For the greater part of the past decade, Reddit has been a vibrant online community. And sometimes it dabbles in being a media company. (Certainly, it creates a lot of news that other sites shape into content.) Now, that dabbling is becoming intentional.
The company's co-founder and newly installed executive chairman, Alexis Ohanian, is at the helm of the initiative. He says that over the past four years, watching from a distance as the company grew (he stepped formally away from the company in 2010, and was brought back in full-time in November), he witnessed how much original content is created daily on Reddit by its diverse millions of users.
"There are so many media companies that are so good at harvesting that content," Ohanian says. "What I want to do is allow those stories--and the story behind their story--to be told by the people who are actually responsible for them."
The first iteration of Reddit's creating media content is a series of podcasts, debuting January 8, called Upvoted, Ohanian told Inc.com. (Episode 0 is now live; you can check it out here, and anywhere you subscribe to podcasts.) Episodes in the series will feature first-person stories told by redditors.

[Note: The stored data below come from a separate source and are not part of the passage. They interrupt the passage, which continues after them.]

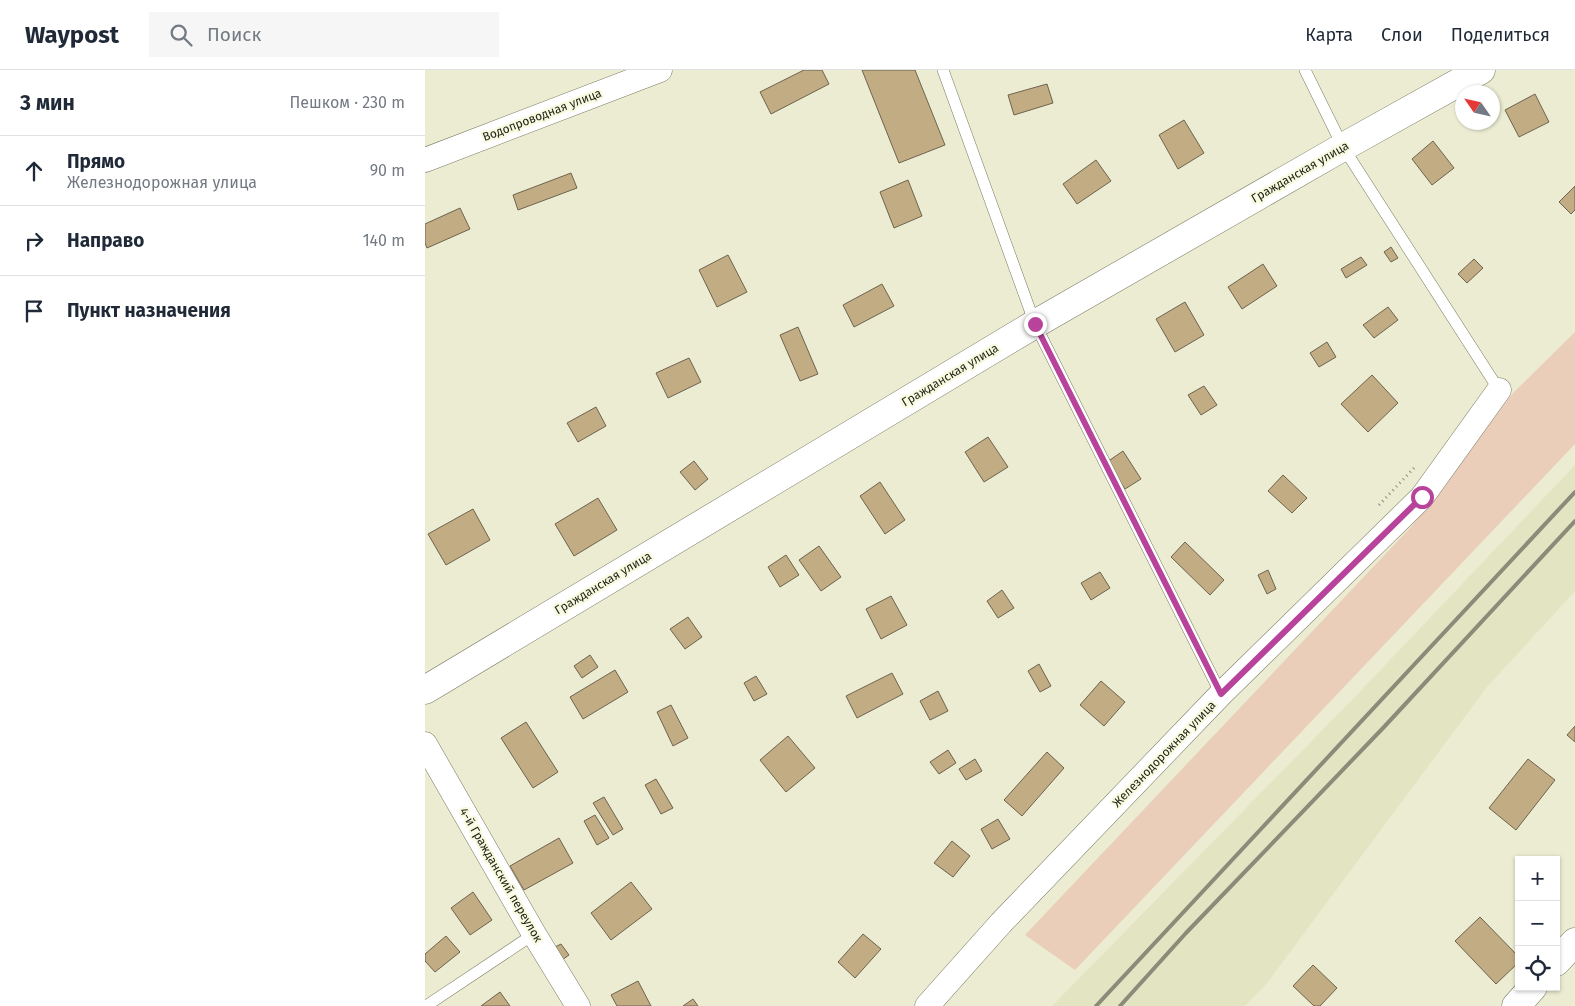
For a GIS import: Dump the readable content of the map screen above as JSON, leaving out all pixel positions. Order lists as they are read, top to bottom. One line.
{"streets":{"street":["Водопроводная улица","Гражданская улица","Железнодорожная улица","4-й Гражданский переулок"]},"north":"top left","page":{"header":"Waypost","search":"Поиск","nav":["Карта","Слои","Поделиться"],"heading":["3 мин","Пешком · 230 m"],"list":[["Прямо","Железнодорожная улица","90 m"],["Направо","140 m"],"Пункт назначения"],"map_buttons":["+","−"]}}
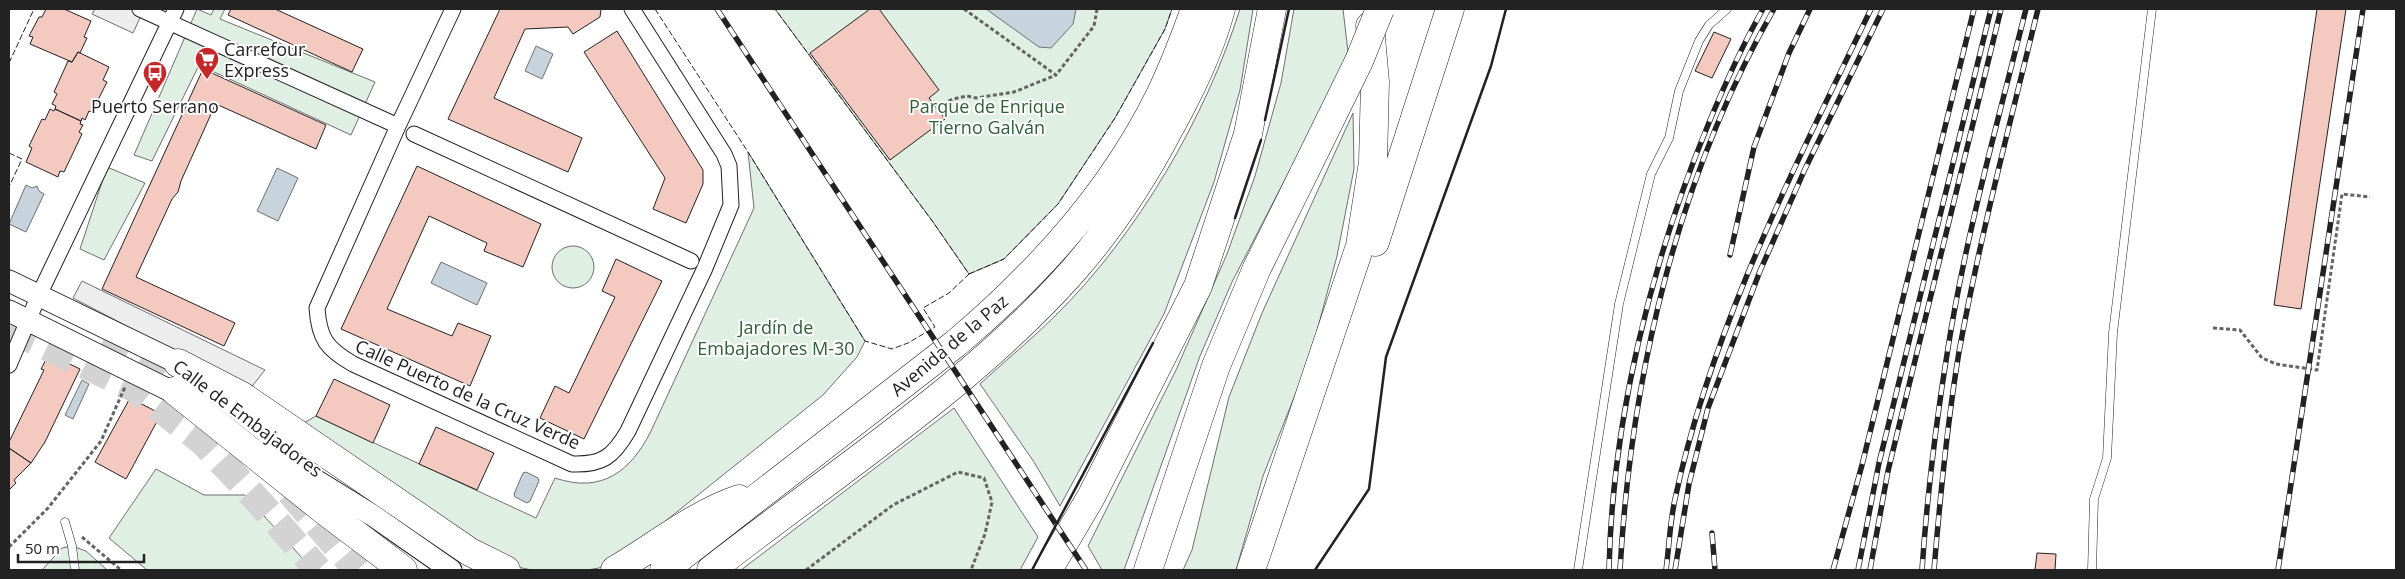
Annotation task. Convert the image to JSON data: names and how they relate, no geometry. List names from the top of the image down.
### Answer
{
  "streets": {
    "highway": ["Avenida de la Paz"],
    "main road": ["Calle de Embajadores"],
    "street": ["Calle Puerto de la Cruz Verde"]
  },
  "parks": ["Parque de Enrique Tierno Galván", "Jardín de Embajadores M-30"],
  "places": {
    "supermarket": ["Carrefour Express"],
    "bus stop": ["Puerto Serrano"]
  },
  "scale_bar": "50 m"
}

Ohanian likens the format to ESPN's 30 for 30 series or a shorter (roughly 30-minute) This American Life. "We found a bunch of stories we wanted to investigate further from the front pages of Reddit--and found this was the best way to tell these stories," Ohanian said.
The first episode features an interview with a man named Dante Orpilla, perhaps better known on Reddit as "youngluck." Youngluck posted this ask-me-anything post--known as an "I am a," or IAmA, for the phrase with which a post usually begins--on Reddit 48 hours before starting a 10-year sentence in federal prison. (The sentence was later reduced, but that did not lessen the post's impact.)
Orpilla had been a redditor before posting the IAmA, and was receiving guidance from fellow redditors on his case, separately. But his post caught a wider scope of attention. Users responded with plenty of questions--and lots of extraordinarily specific advice. (They urged Orpilla to read a book every two days, go on a no-carb diet, and be friendly with--but under no circumstances join--prison gangs.) They also urged him to continue corresponding with the Reddit community while behind bars.
The original post was submitted on June 21, 2010. Four and a half years later, he is out of prison, and is seen as one of Reddit's success stories. Here's an artist-of-the-day post about him, and today he works as a designer at Reddit itself.
The first episode of Upvoted opens with a clip of Orpilla narrating his initial wide-eyed impression of the prison system, as compared with the outside world. Backed by a few thumps of pop music, Ohanian's voice chimes in. It explains basically everything else about the podcast:
Welcome to Upvoted. I'm Alexis Ohanian, and 10 years ago, Steve Huffman and I started Reddit.com. We were fresh out of college, and we just wanted to build the best platform we could for communities to connect and share online. Now I couldn't have imagined how much this would grow. And in the last decade, it has become one of the most trafficked sites on the Internet. And every day across thousands of communities on the network, some story bubbles up because a bunch of people click "upvote." And some person--some idea--gets the attention of millions of people all across the world. But that's not the end of the story. In fact, once something has been upvoted to one of the Reddit front-pages, it's usually just the beginning. And I want to use this podcast to dig a little deeper, and hopefully realize we are more connected than we thought--one upvote at a time.
It's not Reddit's first foray into producing content (there was a short-lived YouTube series called Explain Like I'm Five). And Reddit isn't guaranteeing a long lifespan for this podcast series--it wants to experiment and see if it amasses subscribers and regular listeners. If not, on to something new. For now, just four are lined up. One of the next is with Smooth McGroove, an Oklahoman who makes a cappella video theme song videos.
"We are really fortunate that Reddit is such a wealth of incredible stuff that new things bubble up every day," Ohanian says. "The only common thread is there is something new and interesting about every piece."